**WHAT YOU HAVE TO DO:** From the line containing "at Grand<br>Avenue Eastbound</span>" through the last line of the entries, set down every line exactly and add nothing.
###
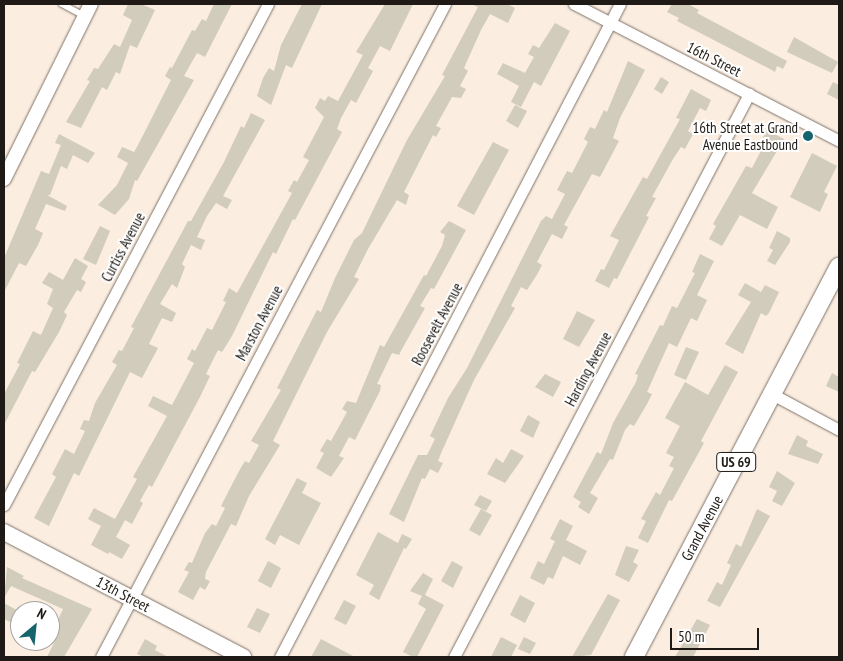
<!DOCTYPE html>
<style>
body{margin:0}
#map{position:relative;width:843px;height:661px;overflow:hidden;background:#fbede0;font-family:"PT Sans Narrow",sans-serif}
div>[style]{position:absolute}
.building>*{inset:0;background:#d1ccbc}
.roads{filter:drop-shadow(0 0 1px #7e7267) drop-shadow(0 0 1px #7e7267)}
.service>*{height:5.5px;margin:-2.75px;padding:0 2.75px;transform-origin:2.75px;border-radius:2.75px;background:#fff}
.minor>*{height:11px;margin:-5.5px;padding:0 5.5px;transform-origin:5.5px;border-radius:5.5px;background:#fff}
.tertiary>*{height:14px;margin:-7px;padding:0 7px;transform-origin:7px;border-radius:7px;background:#fff}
.secondary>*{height:16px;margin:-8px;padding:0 8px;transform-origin:8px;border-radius:8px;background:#fff}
.primary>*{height:18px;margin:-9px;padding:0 9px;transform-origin:9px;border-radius:9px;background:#fff}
.dots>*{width:14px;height:14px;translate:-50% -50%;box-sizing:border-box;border:2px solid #fff;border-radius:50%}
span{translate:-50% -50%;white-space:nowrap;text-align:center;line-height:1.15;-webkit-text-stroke:4px #fff;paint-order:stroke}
.shield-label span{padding:1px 4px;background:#fff;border:1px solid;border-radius:4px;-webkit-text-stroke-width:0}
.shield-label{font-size:14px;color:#1f1a15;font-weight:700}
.street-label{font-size:15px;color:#1f1a15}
.poi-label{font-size:15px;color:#1f1a15}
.right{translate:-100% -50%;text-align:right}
.frame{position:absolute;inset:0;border:5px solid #1f1a15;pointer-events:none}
.north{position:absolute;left:10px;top:601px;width:50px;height:50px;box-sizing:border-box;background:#fff;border:1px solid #a5a3a1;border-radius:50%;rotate:28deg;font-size:14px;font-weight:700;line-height:20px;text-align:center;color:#1f1a15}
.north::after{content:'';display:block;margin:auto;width:18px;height:22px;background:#16646c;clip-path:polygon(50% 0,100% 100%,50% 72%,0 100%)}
.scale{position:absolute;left:670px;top:628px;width:89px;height:22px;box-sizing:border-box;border:2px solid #1f1a15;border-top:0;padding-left:6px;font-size:15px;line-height:18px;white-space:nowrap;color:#1f1a15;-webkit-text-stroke:4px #fff;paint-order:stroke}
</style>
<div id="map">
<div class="building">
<i style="clip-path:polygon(128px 4px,141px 4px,155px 10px,137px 48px,130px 45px,120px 74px,116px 72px,107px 90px,102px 87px,81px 128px,66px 122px,90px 81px,87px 80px,94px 68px,98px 69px,114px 44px,120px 47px,132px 20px,123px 15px)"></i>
<i style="clip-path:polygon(214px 4px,232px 4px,205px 57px,197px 53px,184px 76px,194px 80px,137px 181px,135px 180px,129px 199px,115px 215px,98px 205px,117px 185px,128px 163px,117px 157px,122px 147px,134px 152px,137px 147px,171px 80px,165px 76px,170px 67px,172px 68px,192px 30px,195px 31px,202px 19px,206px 21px)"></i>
<i style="clip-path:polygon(302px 4px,322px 4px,292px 68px,286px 65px,271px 105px,257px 96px,263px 78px,269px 68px,274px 71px,281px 45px)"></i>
<i style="clip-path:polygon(385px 4px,413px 4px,390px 51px,380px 46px,368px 68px,373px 71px,356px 103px,351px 100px,341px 118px,337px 129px,342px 132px,295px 220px,293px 219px,276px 254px,273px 252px,232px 336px,222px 352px,218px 350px,206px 374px,210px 376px,200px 397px,152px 487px,149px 485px,140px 501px,143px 503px,132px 524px,125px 520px,116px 537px,130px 545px,122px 559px,109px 552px,108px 554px,91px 545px,101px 526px,88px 519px,94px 508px,115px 519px,137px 479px,133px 477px,167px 416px,148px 406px,153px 396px,172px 405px,194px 363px,187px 359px,192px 349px,195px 351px,207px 328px,212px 330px,226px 302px,223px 301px,229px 288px,237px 293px,292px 193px,288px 191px,294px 180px,297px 182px,309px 160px,303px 157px,324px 117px,315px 108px,320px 98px,325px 101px,328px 96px,338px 101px,363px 55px,356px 52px)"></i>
<i style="clip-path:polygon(471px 4px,507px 4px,515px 8px,508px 23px,490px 14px,481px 30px,464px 68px,468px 71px,460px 86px,466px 89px,461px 98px,452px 97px,436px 126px,441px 128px,436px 137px,433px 135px,404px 192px,409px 195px,406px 205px,397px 200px,368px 249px,354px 277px,359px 279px,327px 332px,273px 441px,280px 445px,249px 496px,236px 526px,231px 524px,206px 572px,205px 579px,210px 581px,205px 590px,200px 587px,193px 600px,178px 592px,189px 572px,184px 570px,189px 562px,192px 563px,205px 533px,212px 524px,216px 526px,225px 508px,221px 506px,239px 471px,245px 461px,249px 463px,259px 445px,251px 441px,281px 390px,277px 388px,317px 310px,321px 312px,335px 278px,354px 240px,362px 233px,407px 140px,445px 76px,442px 75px,478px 7px)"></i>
<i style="clip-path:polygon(672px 4px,688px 4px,699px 10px,697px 13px,787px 61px,783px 69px,777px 66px,775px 72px,770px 69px,677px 21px,679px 18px,667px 12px)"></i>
<i style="clip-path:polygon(555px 23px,570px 31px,541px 86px,534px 82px,521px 107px,511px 102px,519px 86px,497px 74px,503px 63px,525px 73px,534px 57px,528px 54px,533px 45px,539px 48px)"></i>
<i style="clip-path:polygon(794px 37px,838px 62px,832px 73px,787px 52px)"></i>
<i style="clip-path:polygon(628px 61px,645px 70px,620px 118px,613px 138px,619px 141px,600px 177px,592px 174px,564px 225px,568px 227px,562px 239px,552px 234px,537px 262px,542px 265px,538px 273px,527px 290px,521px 287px,511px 306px,515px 308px,474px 380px,442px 451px,438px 461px,443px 463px,438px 473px,430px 469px,425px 479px,422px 478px,404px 522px,389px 514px,418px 455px,427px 455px,435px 439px,430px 436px,448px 398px,467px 368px,541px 221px,546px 216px,552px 219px,565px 194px,557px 190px,567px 171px,572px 173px,588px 142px,584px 139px,590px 127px,595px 129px,604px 110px,607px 112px)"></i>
<i style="clip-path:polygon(661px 77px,669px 82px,662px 94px,654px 89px)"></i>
<i style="clip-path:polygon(833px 82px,839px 85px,839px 100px,827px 94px)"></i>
<i style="clip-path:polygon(691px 89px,711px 100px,706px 111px,700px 108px,688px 131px,693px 134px,685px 149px,681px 147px,673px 159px,652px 197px,656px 198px,646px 216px,649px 217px,617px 279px,614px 278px,609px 288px,595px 281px,601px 269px,604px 270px,619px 240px,610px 236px,643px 177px,647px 179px,680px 119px,676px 118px)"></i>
<i style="clip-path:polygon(515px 105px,527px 111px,518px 128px,506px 121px)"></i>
<i style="clip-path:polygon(251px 113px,265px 120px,223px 196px,232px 200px,227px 209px,216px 203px,207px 216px,197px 237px,205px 240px,201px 250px,191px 245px,182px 264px,185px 267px,177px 288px,172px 284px,160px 304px,176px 313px,172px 322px,162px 318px,149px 344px,158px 348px,142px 378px,130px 372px,79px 476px,74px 473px,49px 526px,34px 518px,56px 477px,52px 474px,65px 449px,74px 454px,85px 431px,80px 429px,84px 420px,89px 421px,95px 403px,117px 365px,112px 362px,119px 350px,122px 351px,134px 328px,131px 327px,188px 221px,191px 221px,224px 162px,241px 126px,244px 128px)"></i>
<i style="clip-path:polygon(767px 130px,784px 139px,752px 193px,778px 207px,767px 229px,740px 215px,722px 246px,709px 239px,716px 226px,713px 224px,746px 166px,752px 168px,765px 143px,761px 141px)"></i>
<i style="clip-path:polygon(59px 134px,95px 153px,88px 163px,73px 155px,67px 169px,61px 166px,50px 195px,47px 195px,67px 206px,65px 211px,46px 204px,35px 229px,43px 233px,38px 245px,26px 266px,19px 263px,4px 292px,4px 258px,41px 171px,49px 174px,61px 145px,55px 143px)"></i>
<i style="clip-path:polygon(493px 142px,509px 150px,474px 215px,457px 206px)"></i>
<i style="clip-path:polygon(812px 153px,837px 166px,824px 192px,828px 194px,820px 212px,790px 197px)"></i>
<i style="clip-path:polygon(449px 221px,466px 230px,434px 289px,431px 288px,420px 306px,425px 308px,402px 349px,399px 355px,392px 353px,377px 384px,381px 385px,380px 391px,355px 440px,349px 437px,339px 456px,344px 458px,331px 477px,316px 468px,324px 453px,320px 451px,327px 439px,331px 441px,347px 412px,342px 409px,347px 401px,356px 403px,380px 345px,384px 347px,424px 275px,426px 276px,442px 246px,445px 235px,440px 232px)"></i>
<i style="clip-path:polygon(100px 226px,110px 231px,96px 265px,83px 259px)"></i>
<i style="clip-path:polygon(777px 231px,790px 238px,790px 242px,775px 265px,767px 261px,773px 250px,769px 248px)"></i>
<i style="clip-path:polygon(700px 254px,714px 261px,697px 295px,707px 300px,697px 321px,691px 318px,677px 347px,669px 343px,647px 392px,652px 394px,647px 404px,634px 426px,630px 424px,625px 430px,613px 460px,610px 459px,590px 493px,598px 498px,589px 514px,578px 507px,581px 502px,573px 497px,597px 452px,601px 454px,613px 423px,636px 382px,638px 375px,635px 374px,660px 325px,663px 326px,672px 306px,677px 308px,695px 273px,692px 272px)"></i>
<i style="clip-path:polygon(75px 258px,88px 266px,81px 279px,86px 282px,81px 292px,77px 290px,64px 312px,67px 315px,59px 332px,35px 372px,32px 371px,4px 425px,4px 394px,20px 364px,17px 363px,33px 331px,41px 335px,53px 308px,47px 304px,53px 289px,42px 283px,49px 272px,63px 280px)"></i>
<i style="clip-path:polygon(745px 283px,761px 292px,765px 285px,779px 292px,769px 313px,766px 316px,761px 313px,743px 354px,725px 344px,751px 302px,738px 295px)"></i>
<i style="clip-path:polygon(577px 311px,595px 320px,579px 347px,563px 339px)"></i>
<i style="clip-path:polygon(686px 347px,699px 352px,686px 380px,674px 375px)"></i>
<i style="clip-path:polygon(725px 365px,738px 372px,701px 441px,704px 443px,672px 501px,669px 500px,648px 543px,638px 538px,646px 521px,641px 519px,656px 492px,660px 495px,674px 468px,669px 466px,674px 457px,666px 453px,680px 426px,665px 418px,685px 382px,708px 395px)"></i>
<i style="clip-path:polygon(832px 373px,839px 377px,839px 392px,826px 386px)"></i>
<i style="clip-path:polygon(545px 374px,561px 382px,553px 397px,535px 387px)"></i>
<i style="clip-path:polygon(528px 415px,540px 422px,533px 438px,520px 431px)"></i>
<i style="clip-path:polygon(797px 435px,808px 441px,806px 446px,823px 454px,818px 464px,788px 454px)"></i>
<i style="clip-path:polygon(511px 449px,524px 456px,505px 483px,487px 474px,496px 458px,503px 463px)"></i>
<i style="clip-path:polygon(777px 471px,795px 483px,782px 506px,772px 501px,777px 491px,769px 487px)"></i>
<i style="clip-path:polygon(297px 478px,307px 483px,302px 493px,321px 503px,299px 545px,280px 535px,275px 545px,265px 539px)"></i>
<i style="clip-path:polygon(480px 495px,492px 501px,486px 511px,474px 505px)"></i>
<i style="clip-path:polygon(481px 509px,492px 515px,480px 536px,469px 530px)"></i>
<i style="clip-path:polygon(757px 509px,770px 516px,720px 607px,707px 601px,717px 582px,722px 585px,731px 565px,727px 563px,736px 544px,741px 547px)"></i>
<i style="clip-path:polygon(560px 519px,573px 526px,566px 540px,587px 551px,580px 565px,563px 556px,553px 579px,548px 577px,544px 585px,530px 578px,538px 561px,544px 564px,555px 541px,550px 539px)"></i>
<i style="clip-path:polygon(378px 532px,398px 543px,402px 534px,412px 539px,406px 549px,404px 548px,379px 600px,369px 594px,374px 585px,356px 575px)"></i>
<i style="clip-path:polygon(626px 546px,639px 550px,633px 562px,638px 565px,629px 582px,615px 575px)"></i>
<i style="clip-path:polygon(268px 561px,281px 568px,271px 588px,258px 581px)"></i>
<i style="clip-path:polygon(452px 561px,463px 567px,453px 588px,441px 581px)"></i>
<i style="clip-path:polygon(7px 567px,24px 576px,22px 578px,92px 609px,64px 657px,47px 657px,55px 641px,50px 638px,63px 609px,11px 586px,4px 598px)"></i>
<i style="clip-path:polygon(423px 573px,433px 579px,425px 595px,444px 605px,417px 657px,413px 657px,403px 652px,426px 609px,418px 604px,422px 596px,410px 591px)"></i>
<i style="clip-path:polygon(608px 594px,620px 600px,591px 655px,572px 657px)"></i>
<i style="clip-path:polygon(520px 595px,535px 603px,525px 623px,510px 615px)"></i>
<i style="clip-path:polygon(344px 600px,356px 606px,346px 625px,334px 619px)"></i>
<i style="clip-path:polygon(4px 603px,20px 612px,20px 627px,4px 619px)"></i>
<i style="clip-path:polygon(257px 608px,270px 614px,260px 633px,247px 627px)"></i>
<i style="clip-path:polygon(697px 619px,710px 625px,693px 657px,675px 657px)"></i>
<i style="clip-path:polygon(501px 637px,517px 645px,511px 657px,491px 657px)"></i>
<i style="clip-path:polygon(524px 637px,536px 643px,530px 654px,518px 649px)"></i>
<i style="clip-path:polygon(145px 639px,157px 646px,155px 650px,168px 657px,144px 657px,137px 654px)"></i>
<i style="clip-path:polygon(321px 639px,355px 657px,311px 657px)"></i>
</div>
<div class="roads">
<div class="service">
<i style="left:62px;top:4px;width:26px;rotate:28deg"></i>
</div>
<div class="minor">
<i style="left:574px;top:4px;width:298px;rotate:27.3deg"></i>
<i style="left:772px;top:394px;width:76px;rotate:28.2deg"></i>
<i style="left:4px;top:505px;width:566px;rotate:-62.21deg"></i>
<i style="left:101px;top:657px;width:738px;rotate:-62.22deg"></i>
<i style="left:280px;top:657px;width:736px;rotate:-62.5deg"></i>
<i style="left:454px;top:657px;width:636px;rotate:-62.35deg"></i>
</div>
<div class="tertiary">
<i style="left:4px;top:179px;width:195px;rotate:-63.6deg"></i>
</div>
<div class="secondary">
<i style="left:4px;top:532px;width:270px;rotate:27.6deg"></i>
</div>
<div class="primary">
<i style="left:634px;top:657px;width:441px;rotate:-62.3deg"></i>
</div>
</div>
<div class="dots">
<i style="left:808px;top:136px;background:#16646c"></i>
</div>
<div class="shield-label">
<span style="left:736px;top:462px">US 69</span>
</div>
<div class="street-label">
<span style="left:714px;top:59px;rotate:27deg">16th Street</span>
<span style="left:123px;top:247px;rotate:-62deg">Curtiss Avenue</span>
<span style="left:259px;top:323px;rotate:-62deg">Marston Avenue</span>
<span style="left:437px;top:324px;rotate:-62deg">Roosevelt Avenue</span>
<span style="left:588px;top:369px;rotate:-62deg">Harding Avenue</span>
<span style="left:702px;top:528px;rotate:-62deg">Grand Avenue</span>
<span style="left:123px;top:594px;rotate:28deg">13th Street</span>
</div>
<div class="poi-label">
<span class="right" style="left:798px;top:136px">16th Street at Grand<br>Avenue Eastbound</span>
</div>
<div class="frame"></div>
<div class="north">N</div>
<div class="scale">50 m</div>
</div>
###
**SOLUTION FOR THIS EXERCISE:**
<span class="right" style="left:798px;top:136px">16th Street at Grand<br>Avenue Eastbound</span>
</div>
<div class="frame"></div>
<div class="north">N</div>
<div class="scale">50 m</div>
</div>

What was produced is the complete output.